Tranchecaille - Patrick Pécherot

Publié le par Jean Dewilde

Tranchecaille - Patrick Pécherot

Chemin des Dames, 1917, l'offensive du général Nivelle tourne à l'hécatombe. Dans l'enfer des combats, un conseil de guerre s'apprête à juger le soldat Jonas, accusé d'avoir assassiné son lieutenant. Devant l'officier chargé de le défendre défilent, comme des fantômes, les témoins harassés d'un drame qui les dépasse. Coupable? Innocent? Jonas est-il un simulateur ou un esprit simple? Le capitaine Duparc n'a que quelques jours pour établir la vérité. Et découvrir qui est réellement celui que ses camarades ont surnommé Tranchecaille.

Je vous l’écris d’emblée, c’est les dents serrées et les mâchoires soudées que j’ai lu ce roman. Au-delà de l’enquête menée par le capitaine Duparc qui cherche désespérément des indices susceptibles d’innocenter et de disculper le soldat Jonas dont le sort est déjà scellé dans les hautes sphères de l’autorité militaire, c’est l’horreur nue et absolue de la guerre dans les tranchées dans lesquelles nous plonge l’auteur.

Comme le confie un lieutenant au capitaine Duparc : «…Qu’est-ce que la guerre pourrait arranger aux hommes qui se déboussolent ? Ce qu’ils ont vu ici, ils n’en parleront jamais parce qu’on n’a pas forgé les mots pour ça. Quant à l’effacer le temps d’une permission, ils verront toujours l’innommable. On n’accroche pas l’horreur au portemanteau comme un paletot. Elle s’incruste dans la peau... ».

Les chapitres sont courts, ce qui les rend d’autant plus percutants et incisifs.

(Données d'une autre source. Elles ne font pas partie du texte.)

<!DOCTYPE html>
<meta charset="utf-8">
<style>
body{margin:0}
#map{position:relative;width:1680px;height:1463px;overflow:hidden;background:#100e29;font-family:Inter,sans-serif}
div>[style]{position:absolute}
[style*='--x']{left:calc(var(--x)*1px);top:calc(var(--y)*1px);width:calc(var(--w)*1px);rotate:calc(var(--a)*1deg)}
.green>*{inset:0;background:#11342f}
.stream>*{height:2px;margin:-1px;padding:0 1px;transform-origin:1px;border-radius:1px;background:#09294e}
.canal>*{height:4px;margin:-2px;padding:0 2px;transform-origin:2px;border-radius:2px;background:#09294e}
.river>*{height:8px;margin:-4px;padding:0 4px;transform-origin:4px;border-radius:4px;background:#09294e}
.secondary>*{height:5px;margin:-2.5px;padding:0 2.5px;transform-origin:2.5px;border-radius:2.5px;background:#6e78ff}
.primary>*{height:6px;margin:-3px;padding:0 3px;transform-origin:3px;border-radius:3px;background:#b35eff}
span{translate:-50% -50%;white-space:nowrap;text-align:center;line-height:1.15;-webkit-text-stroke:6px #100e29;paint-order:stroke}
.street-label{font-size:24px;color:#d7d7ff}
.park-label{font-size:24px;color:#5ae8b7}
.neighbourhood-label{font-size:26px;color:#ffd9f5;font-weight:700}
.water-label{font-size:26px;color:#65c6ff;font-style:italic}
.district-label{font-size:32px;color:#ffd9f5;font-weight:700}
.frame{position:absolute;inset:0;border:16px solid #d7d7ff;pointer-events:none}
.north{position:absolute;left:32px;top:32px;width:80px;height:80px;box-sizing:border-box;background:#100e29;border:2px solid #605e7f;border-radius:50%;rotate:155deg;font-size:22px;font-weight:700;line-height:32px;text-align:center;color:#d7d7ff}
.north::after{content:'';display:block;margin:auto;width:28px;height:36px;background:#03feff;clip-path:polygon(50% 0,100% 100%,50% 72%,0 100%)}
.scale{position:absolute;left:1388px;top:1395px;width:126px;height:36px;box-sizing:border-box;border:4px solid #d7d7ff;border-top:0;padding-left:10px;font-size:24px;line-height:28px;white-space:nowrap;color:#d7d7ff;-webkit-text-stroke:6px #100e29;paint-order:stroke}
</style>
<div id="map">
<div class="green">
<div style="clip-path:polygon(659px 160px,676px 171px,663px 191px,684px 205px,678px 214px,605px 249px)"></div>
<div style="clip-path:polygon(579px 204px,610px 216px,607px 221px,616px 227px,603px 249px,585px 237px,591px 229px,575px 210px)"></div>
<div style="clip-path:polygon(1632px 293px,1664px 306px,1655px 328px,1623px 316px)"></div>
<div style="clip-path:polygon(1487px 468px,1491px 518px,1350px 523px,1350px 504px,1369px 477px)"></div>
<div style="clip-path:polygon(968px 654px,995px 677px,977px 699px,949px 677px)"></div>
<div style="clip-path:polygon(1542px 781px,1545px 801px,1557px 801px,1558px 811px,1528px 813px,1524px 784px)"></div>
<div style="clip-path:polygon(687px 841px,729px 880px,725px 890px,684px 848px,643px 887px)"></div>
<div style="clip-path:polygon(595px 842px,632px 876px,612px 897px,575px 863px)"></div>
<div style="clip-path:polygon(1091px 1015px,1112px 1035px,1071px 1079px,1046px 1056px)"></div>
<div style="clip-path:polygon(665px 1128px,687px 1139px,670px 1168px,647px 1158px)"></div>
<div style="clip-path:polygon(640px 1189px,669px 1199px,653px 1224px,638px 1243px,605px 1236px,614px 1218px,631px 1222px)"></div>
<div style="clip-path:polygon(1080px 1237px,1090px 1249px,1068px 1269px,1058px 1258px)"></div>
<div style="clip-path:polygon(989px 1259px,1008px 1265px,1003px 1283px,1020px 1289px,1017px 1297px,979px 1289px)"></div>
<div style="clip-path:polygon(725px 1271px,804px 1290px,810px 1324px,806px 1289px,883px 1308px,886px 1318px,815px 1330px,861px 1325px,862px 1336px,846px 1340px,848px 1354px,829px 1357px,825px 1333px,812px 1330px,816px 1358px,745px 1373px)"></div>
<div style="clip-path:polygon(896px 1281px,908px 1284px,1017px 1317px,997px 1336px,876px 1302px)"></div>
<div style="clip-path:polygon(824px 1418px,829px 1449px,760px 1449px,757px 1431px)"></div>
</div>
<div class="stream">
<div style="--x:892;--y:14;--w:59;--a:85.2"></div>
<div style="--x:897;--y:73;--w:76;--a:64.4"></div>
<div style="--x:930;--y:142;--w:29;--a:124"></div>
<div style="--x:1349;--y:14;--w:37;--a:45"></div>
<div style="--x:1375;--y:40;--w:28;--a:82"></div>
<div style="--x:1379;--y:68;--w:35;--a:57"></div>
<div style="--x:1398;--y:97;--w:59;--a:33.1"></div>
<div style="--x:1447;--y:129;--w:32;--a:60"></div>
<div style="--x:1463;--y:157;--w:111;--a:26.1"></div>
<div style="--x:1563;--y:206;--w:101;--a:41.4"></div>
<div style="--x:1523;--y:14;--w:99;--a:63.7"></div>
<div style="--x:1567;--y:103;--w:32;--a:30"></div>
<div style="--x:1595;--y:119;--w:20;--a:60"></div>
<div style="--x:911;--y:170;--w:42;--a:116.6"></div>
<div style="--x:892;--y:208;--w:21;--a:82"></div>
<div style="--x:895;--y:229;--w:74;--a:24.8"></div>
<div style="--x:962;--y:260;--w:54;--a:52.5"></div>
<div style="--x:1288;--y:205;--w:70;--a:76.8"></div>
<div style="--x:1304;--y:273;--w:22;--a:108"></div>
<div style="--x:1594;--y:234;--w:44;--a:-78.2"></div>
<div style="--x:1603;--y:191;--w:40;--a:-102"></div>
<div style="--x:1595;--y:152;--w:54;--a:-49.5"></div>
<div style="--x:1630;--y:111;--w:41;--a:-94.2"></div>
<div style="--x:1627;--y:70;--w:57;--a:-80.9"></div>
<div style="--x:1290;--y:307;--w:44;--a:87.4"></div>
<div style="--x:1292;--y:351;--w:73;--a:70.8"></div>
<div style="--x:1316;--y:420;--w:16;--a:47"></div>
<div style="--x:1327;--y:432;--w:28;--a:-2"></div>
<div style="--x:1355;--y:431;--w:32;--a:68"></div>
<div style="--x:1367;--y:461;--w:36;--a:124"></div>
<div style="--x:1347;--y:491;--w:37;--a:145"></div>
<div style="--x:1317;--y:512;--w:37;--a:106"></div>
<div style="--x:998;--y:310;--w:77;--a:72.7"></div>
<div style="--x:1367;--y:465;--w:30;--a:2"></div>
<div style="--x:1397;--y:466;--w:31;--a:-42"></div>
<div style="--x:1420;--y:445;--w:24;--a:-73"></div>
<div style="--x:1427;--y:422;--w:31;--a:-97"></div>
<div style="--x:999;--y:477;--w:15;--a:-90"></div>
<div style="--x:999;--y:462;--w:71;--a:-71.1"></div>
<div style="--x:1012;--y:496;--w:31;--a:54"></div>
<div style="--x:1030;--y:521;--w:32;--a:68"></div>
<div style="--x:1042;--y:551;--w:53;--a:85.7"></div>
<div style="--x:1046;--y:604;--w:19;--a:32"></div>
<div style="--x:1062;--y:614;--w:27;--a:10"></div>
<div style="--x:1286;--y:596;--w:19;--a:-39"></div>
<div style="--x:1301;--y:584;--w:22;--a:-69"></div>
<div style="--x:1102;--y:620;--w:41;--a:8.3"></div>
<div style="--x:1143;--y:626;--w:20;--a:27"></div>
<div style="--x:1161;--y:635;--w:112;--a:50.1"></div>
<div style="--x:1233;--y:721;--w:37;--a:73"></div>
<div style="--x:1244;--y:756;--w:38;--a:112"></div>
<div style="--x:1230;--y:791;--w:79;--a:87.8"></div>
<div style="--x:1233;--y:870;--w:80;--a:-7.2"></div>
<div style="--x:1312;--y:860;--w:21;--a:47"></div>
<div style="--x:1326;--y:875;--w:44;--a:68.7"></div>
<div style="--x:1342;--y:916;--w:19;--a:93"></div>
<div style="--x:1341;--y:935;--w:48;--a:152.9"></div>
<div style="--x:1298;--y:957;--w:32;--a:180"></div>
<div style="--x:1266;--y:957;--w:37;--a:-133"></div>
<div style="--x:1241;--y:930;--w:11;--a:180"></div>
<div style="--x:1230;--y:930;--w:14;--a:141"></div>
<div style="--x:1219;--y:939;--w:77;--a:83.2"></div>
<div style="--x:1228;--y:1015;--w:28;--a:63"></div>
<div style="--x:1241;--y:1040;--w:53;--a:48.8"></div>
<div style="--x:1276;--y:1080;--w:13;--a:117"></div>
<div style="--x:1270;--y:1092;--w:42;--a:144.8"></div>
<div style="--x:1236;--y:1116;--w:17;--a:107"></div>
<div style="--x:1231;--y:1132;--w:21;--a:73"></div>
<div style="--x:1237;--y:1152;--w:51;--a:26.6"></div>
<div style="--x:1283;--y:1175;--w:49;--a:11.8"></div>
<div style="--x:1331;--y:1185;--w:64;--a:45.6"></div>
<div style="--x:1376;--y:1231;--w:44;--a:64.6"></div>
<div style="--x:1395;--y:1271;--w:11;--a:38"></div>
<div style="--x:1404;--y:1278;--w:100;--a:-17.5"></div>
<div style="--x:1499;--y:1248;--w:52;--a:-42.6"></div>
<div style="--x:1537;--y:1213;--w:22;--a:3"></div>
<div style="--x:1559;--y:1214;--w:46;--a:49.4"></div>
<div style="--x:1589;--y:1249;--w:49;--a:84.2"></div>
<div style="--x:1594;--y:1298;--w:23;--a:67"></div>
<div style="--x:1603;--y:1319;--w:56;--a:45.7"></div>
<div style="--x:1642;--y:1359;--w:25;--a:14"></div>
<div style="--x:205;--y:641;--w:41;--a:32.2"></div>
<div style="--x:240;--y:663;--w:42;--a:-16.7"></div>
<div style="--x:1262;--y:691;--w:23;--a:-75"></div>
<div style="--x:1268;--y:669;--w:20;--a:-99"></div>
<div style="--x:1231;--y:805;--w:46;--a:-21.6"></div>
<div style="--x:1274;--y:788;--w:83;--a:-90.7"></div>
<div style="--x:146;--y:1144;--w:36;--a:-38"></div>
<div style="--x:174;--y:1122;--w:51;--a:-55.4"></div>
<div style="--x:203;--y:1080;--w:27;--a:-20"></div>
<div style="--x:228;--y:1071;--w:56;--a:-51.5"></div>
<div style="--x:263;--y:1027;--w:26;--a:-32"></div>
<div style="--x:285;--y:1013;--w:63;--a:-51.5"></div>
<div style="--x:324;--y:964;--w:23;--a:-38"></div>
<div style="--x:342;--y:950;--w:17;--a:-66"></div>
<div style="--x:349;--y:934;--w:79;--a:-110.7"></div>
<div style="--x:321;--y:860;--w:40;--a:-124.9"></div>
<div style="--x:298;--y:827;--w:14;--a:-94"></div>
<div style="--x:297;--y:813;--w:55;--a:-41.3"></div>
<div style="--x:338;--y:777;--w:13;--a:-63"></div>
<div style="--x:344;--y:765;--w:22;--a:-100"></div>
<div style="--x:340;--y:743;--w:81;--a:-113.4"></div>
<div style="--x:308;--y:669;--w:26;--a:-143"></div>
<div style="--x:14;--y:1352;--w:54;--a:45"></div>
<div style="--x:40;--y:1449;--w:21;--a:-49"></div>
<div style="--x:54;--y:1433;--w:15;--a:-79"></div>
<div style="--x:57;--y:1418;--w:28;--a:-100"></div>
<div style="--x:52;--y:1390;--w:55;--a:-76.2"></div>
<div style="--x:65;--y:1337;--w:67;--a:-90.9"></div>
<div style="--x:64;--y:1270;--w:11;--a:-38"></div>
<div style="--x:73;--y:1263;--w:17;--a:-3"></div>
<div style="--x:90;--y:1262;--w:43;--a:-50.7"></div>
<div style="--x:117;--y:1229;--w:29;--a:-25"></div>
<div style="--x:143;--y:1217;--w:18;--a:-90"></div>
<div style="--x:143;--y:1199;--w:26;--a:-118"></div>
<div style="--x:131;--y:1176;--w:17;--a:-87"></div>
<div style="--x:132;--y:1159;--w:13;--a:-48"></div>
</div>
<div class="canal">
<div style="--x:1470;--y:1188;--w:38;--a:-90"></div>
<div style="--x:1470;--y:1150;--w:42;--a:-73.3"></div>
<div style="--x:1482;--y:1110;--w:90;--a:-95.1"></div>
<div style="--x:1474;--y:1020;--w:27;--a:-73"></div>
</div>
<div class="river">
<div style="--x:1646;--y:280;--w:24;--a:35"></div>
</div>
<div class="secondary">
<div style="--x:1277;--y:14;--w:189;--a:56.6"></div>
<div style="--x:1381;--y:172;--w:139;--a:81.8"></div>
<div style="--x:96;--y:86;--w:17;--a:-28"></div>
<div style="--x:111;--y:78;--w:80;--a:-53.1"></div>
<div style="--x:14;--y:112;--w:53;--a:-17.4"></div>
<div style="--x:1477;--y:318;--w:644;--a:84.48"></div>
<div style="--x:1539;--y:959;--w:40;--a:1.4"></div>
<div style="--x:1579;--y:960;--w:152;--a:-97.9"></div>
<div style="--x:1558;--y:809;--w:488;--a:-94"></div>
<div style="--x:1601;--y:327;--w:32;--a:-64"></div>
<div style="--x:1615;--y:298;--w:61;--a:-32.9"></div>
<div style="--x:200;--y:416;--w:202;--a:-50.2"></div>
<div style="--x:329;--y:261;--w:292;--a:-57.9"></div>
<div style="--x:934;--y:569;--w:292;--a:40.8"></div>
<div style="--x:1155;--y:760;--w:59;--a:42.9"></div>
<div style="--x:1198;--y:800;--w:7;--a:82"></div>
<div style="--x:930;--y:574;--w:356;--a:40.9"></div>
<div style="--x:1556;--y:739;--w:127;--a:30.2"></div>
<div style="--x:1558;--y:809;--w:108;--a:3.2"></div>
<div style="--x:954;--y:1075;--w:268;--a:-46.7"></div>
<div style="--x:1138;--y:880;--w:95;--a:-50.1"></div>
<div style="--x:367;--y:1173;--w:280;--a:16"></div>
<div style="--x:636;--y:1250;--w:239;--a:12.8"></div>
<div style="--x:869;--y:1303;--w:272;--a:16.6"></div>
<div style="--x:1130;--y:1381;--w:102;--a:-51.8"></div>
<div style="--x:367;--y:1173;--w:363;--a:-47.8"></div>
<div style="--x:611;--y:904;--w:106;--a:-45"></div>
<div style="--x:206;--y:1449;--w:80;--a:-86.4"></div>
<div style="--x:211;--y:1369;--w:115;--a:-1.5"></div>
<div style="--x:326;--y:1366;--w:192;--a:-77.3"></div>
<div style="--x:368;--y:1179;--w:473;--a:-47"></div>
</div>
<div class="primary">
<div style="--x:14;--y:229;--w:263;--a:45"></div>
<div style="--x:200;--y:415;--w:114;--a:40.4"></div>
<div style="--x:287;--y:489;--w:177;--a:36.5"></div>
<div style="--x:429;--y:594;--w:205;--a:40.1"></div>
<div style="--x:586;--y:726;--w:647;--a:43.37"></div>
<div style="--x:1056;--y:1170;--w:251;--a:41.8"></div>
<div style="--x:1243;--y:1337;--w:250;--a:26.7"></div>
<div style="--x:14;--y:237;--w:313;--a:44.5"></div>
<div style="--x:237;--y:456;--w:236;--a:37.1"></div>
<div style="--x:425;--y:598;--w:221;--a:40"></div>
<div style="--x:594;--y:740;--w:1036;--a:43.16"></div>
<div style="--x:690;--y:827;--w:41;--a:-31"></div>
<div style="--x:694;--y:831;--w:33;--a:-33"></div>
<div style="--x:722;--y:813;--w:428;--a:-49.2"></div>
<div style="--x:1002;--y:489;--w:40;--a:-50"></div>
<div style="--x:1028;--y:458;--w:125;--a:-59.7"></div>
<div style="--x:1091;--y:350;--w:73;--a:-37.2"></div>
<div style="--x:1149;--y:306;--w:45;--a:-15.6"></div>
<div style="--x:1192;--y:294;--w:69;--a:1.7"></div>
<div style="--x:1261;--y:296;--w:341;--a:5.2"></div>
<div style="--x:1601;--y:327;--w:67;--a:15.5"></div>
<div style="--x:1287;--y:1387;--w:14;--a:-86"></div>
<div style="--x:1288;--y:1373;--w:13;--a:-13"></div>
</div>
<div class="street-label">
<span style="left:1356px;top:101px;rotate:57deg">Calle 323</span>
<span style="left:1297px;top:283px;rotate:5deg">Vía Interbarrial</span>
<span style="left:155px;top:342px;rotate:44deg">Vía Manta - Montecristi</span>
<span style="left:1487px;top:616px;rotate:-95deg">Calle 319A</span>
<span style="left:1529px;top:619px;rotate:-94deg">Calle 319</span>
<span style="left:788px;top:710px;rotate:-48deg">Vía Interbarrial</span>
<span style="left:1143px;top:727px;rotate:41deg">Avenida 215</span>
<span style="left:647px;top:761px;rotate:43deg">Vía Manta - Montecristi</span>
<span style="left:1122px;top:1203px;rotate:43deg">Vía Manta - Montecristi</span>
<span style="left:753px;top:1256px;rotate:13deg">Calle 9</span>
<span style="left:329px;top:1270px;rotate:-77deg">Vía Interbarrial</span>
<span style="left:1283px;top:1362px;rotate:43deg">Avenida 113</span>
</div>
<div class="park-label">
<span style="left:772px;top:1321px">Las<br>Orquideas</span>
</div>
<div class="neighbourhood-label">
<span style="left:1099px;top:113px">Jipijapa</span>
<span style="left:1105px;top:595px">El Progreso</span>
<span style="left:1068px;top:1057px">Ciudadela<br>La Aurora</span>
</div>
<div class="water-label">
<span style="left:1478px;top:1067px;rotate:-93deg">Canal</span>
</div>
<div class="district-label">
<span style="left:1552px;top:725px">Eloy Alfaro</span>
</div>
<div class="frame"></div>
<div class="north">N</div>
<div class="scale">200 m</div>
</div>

Il y a le défilé des témoignages des camarades de régiment de Tranchecaille, les dépositions des officiers l’ayant eu sous leurs ordres, les combats sur la zone de front, les interventions désespérées dans les hôpitaux de campagne.

Le langage est direct, cru, d’une justesse impitoyable, tel ce chirurgien qui gueule :

« …Je ne peux pas ! Je ne peux pas ! Je-ne-peux-pas !

Je-ne-peux-pas ! Bordel de nom de Dieu ! Que voulez-vous que je fasse ? Et cessez de me regarder ainsi, ma sœur. Vous voyez bien qu’il est en bouillie. On ne sait même plus de quel côté le prendre. Merde ! Suis chirurgien. Si on doit reconstituer les types à partir de rien, qu’on enrôle des archéologues. Peuvent pas exiger l’impossible. Personne. »…

« …Depuis soixante-douze heures, j’opère sans débander. J’ai tranché plus de viande qu’un équarrisseur. Je patauge dans le sang comme vos Hébreux dans la mer Rouge. Et c’est maintenant qu’on m’amène un type dans cet état ? Mais que voulez-vous recoudre ? On veut nous faire rafistoler des hommes ! Voilà. Nous sommes les ravaudeurs de l’humanité. »…

L’auteur jette aussi un regard froid sur la relation entre soldats permissionnaires et civils, ces derniers ne pouvant imaginer un instant les conditions de survie de leurs compatriotes dans le labyrinthe des tranchées. L’état de délabrement physique et psychique de ces hommes bataillant au front les remplit d’effroi et les fait se tenir à bonne distance. Pour les civils, ces tout jeunes soldats ne font que leur devoir, ils ne sont en rien des héros. Cette dichotomie est effarante et magistralement restituée.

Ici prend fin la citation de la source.